_WORK REQUIRED_.
Beginning with the first line below, output every record verbatim and leave out the images.
════════════════════
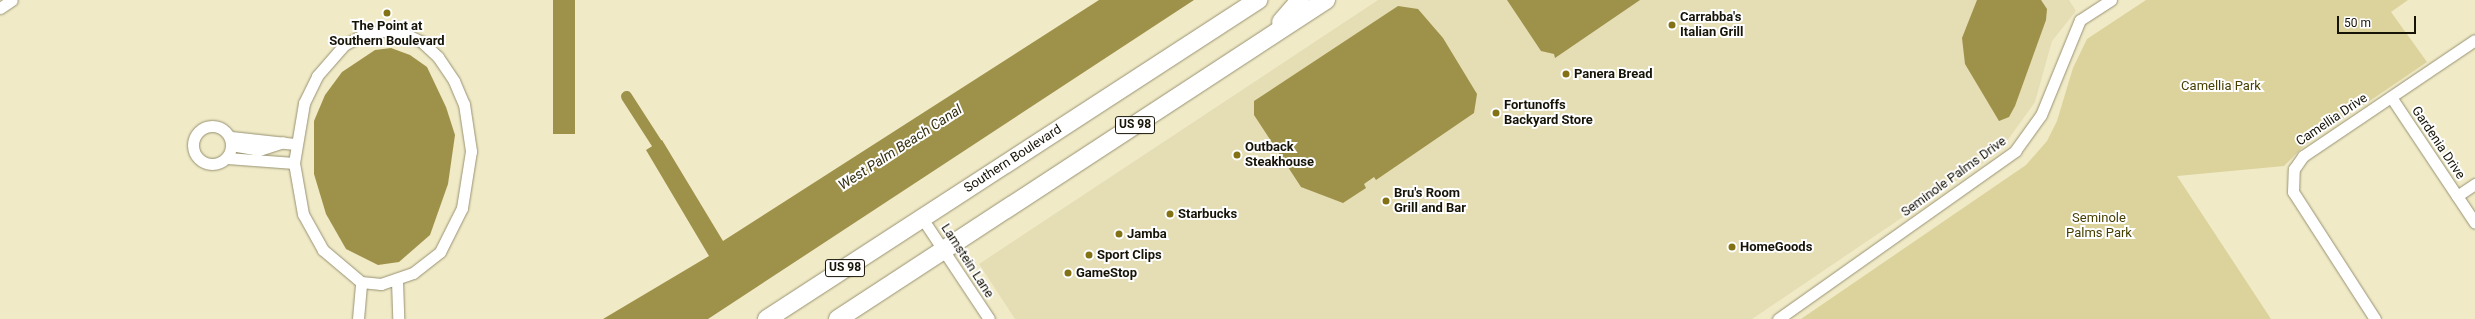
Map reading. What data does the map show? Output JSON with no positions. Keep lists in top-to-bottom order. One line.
{"streets":{"highway":["US 98","Southern Boulevard"],"street":["Camellia Drive","Gardenia Drive","Seminole Palms Drive","Lamstein Lane"]},"crossings":[["Camellia Drive","Gardenia Drive"],["US 98","Lamstein Lane"],["Southern Boulevard","Lamstein Lane"]],"water":["West Palm Beach Canal"],"parks":["Camellia Park","Seminole Palms Park"],"places":["The Point at Southern Boulevard","Carrabba's Italian Grill","Panera Bread","Fortunoffs Backyard Store","Outback Steakhouse","Bru's Room Grill and Bar","Starbucks","Jamba","HomeGoods","Sport Clips","GameStop"],"scale_bar":"50 m"}
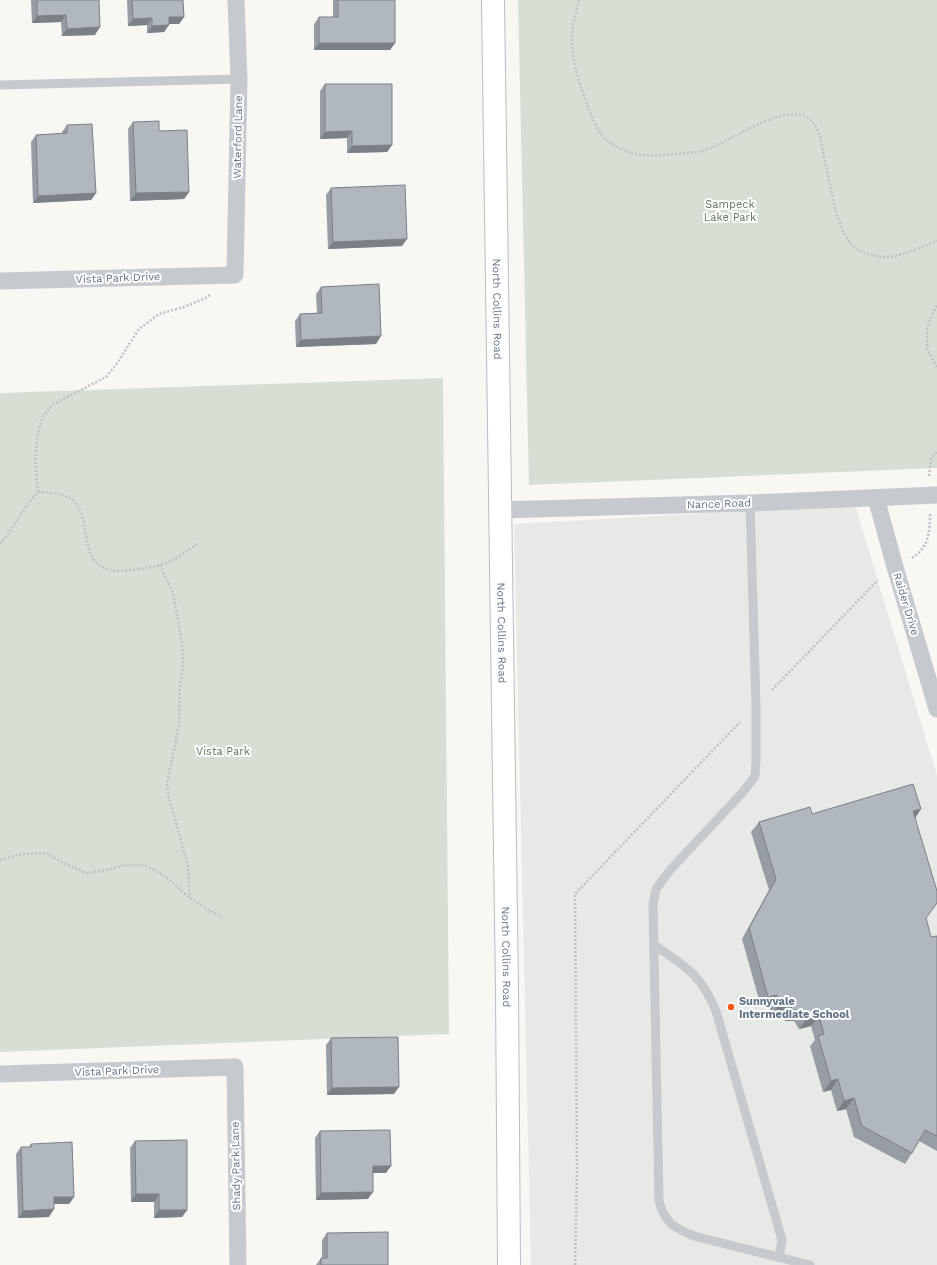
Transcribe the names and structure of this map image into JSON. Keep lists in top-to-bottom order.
{
  "streets": {
    "street": [
      "Waterford Lane",
      "Vista Park Drive",
      "North Collins Road",
      "Nance Road",
      "Raider Drive",
      "Shady Park Lane"
    ]
  },
  "crossings": [
    ["Waterford Lane", "Vista Park Drive"],
    ["Vista Park Drive", "Shady Park Lane"],
    ["North Collins Road", "Nance Road"],
    ["Nance Road", "Raider Drive"]
  ],
  "parks": ["Sampeck Lake Park", "Vista Park"],
  "places": ["Sunnyvale Intermediate School"]
}
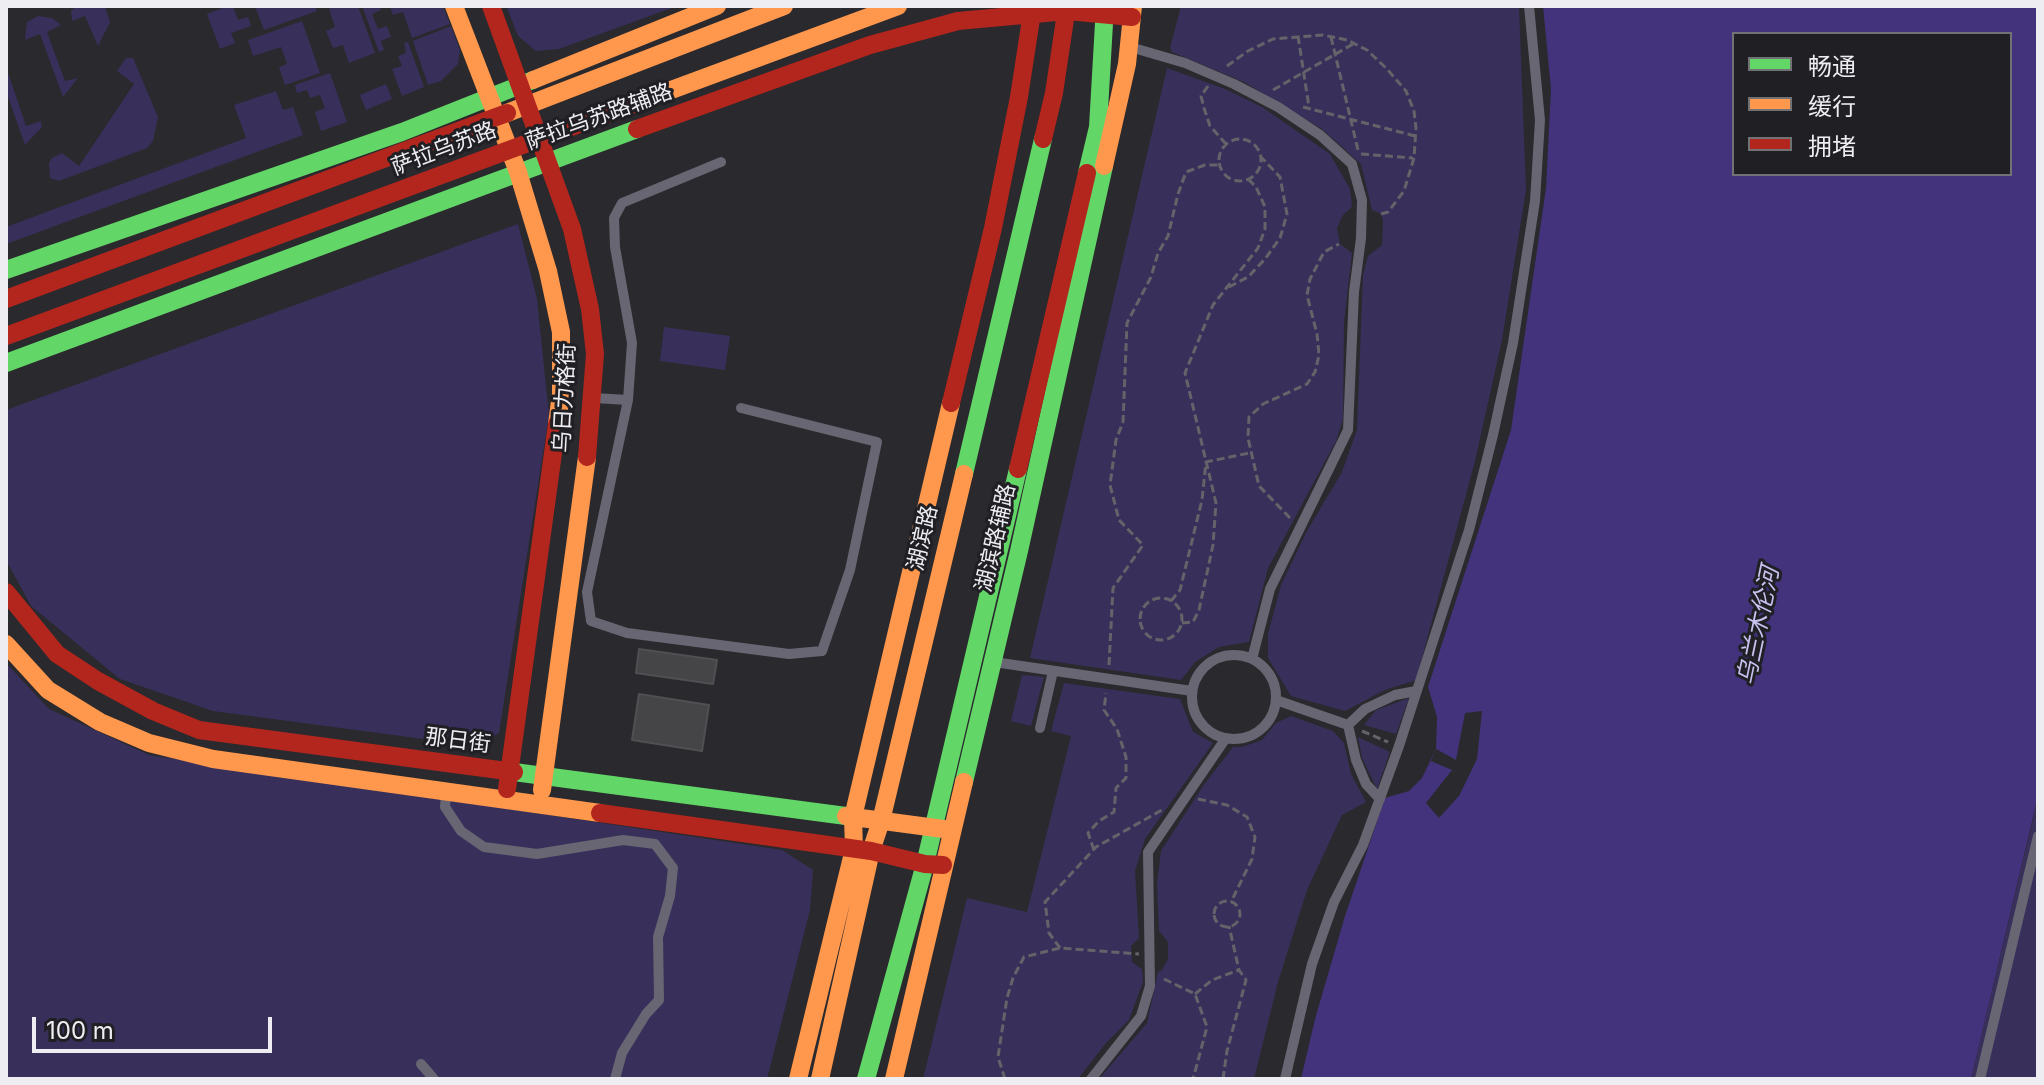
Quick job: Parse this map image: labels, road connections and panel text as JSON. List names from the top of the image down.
{
  "streets": {
    "street": [
      "萨拉乌苏路辅路",
      "萨拉乌苏路",
      "乌日力格街",
      "湖滨路",
      "湖滨路辅路",
      "那日街"
    ]
  },
  "crossings": [
    ["萨拉乌苏路辅路", "乌日力格街"],
    ["萨拉乌苏路辅路", "湖滨路"],
    ["萨拉乌苏路辅路", "湖滨路辅路"],
    ["萨拉乌苏路", "乌日力格街"],
    ["乌日力格街", "那日街"],
    ["湖滨路", "那日街"],
    ["湖滨路辅路", "那日街"]
  ],
  "water": ["乌兰木伦河"],
  "legend": ["畅通", "缓行", "拥堵"],
  "scale_bar": "100 m"
}
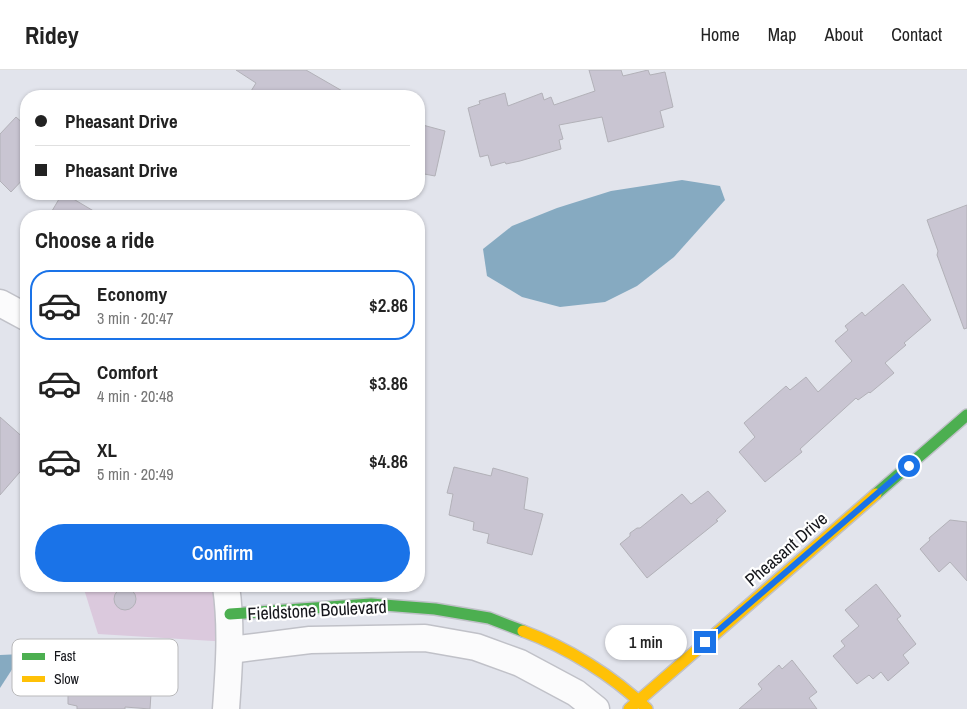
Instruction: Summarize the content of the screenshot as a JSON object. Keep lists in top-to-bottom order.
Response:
{
  "streets": {
    "street": ["Pheasant Drive", "Fieldstone Boulevard"]
  },
  "crossings": [
    ["Pheasant Drive", "Fieldstone Boulevard"]
  ],
  "legend": ["Fast", "Slow"],
  "page": {
    "header": "Ridey",
    "nav": [
      "Home",
      "Map",
      "About",
      "Contact"
    ],
    "banner": ["Pheasant Drive", "Pheasant Drive"],
    "heading": "Choose a ride",
    "list": [
      {
        "name": "Economy",
        "note": "3 min · 20:47",
        "value": "$2.86"
      },
      {
        "name": "Comfort",
        "note": "4 min · 20:48",
        "value": "$3.86"
      },
      {
        "name": "XL",
        "note": "5 min · 20:49",
        "value": "$4.86"
      }
    ],
    "buttons": "Confirm",
    "bubble": "1 min"
  }
}
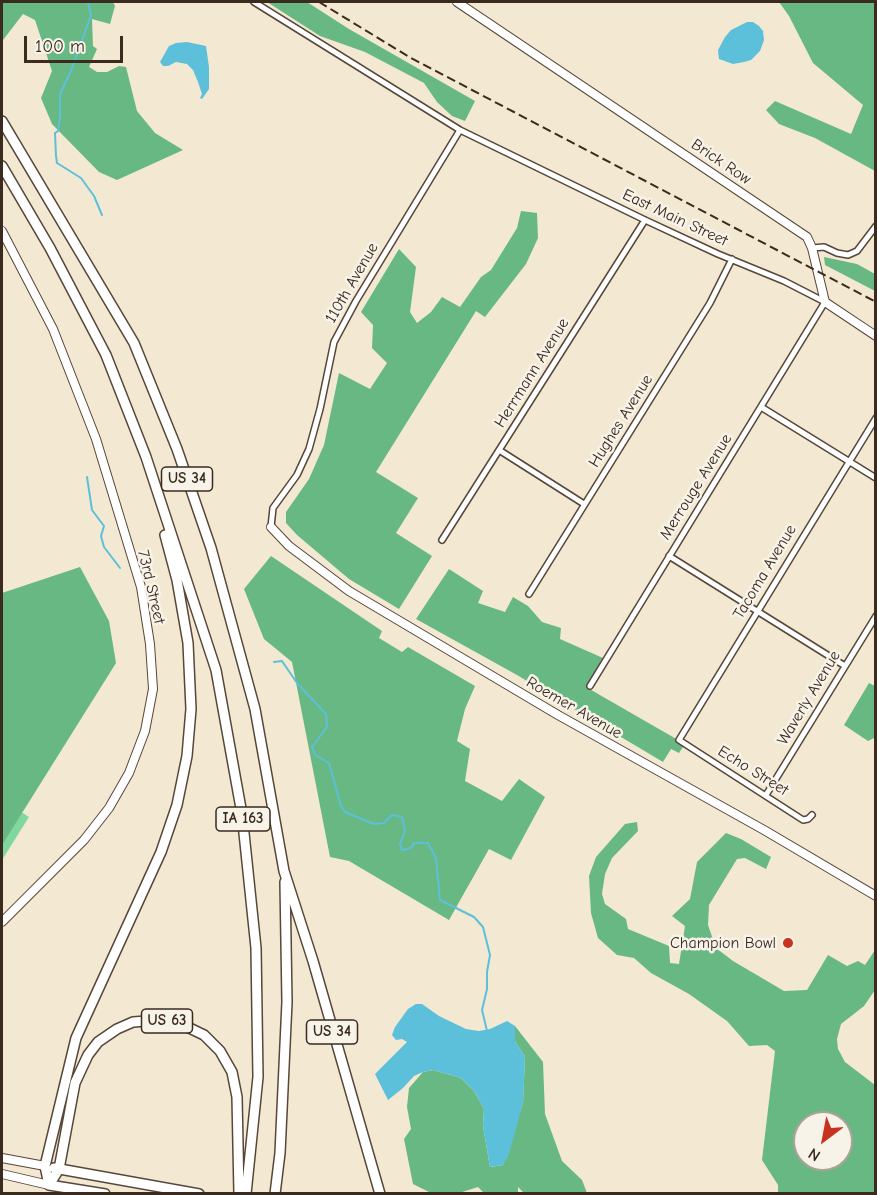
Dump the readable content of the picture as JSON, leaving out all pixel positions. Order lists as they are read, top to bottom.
════════════════════
_WRITTEN RESPONSE_.
Map reading. What data does the map show? Output JSON with no positions. Keep lists in top-to-bottom order. One line.
{"streets":{"highway":["US 98","Southern Boulevard"],"street":["Camellia Drive","Gardenia Drive","Seminole Palms Drive","Lamstein Lane"]},"crossings":[["Camellia Drive","Gardenia Drive"],["US 98","Lamstein Lane"],["Southern Boulevard","Lamstein Lane"]],"water":["West Palm Beach Canal"],"parks":["Camellia Park","Seminole Palms Park"],"places":["The Point at Southern Boulevard","Carrabba's Italian Grill","Panera Bread","Fortunoffs Backyard Store","Outback Steakhouse","Bru's Room Grill and Bar","Starbucks","Jamba","HomeGoods","Sport Clips","GameStop"],"scale_bar":"50 m"}
Transcribe the names and structure of this map image into JSON. Keep lists in top-to-bottom order.
{
  "streets": {
    "street": [
      "Waterford Lane",
      "Vista Park Drive",
      "North Collins Road",
      "Nance Road",
      "Raider Drive",
      "Shady Park Lane"
    ]
  },
  "crossings": [
    ["Waterford Lane", "Vista Park Drive"],
    ["Vista Park Drive", "Shady Park Lane"],
    ["North Collins Road", "Nance Road"],
    ["Nance Road", "Raider Drive"]
  ],
  "parks": ["Sampeck Lake Park", "Vista Park"],
  "places": ["Sunnyvale Intermediate School"]
}
Quick job: Parse this map image: labels, road connections and panel text as JSON. List names from the top of the image down.
{
  "streets": {
    "street": [
      "萨拉乌苏路辅路",
      "萨拉乌苏路",
      "乌日力格街",
      "湖滨路",
      "湖滨路辅路",
      "那日街"
    ]
  },
  "crossings": [
    ["萨拉乌苏路辅路", "乌日力格街"],
    ["萨拉乌苏路辅路", "湖滨路"],
    ["萨拉乌苏路辅路", "湖滨路辅路"],
    ["萨拉乌苏路", "乌日力格街"],
    ["乌日力格街", "那日街"],
    ["湖滨路", "那日街"],
    ["湖滨路辅路", "那日街"]
  ],
  "water": ["乌兰木伦河"],
  "legend": ["畅通", "缓行", "拥堵"],
  "scale_bar": "100 m"
}
Instruction: Summarize the content of the screenshot as a JSON object. Keep lists in top-to-bottom order.
Response:
{
  "streets": {
    "street": ["Pheasant Drive", "Fieldstone Boulevard"]
  },
  "crossings": [
    ["Pheasant Drive", "Fieldstone Boulevard"]
  ],
  "legend": ["Fast", "Slow"],
  "page": {
    "header": "Ridey",
    "nav": [
      "Home",
      "Map",
      "About",
      "Contact"
    ],
    "banner": ["Pheasant Drive", "Pheasant Drive"],
    "heading": "Choose a ride",
    "list": [
      {
        "name": "Economy",
        "note": "3 min · 20:47",
        "value": "$2.86"
      },
      {
        "name": "Comfort",
        "note": "4 min · 20:48",
        "value": "$3.86"
      },
      {
        "name": "XL",
        "note": "5 min · 20:49",
        "value": "$4.86"
      }
    ],
    "buttons": "Confirm",
    "bubble": "1 min"
  }
}
Dump the readable content of the picture as JSON, leaving out all pixel positions. Order lists as they are read, top to bottom.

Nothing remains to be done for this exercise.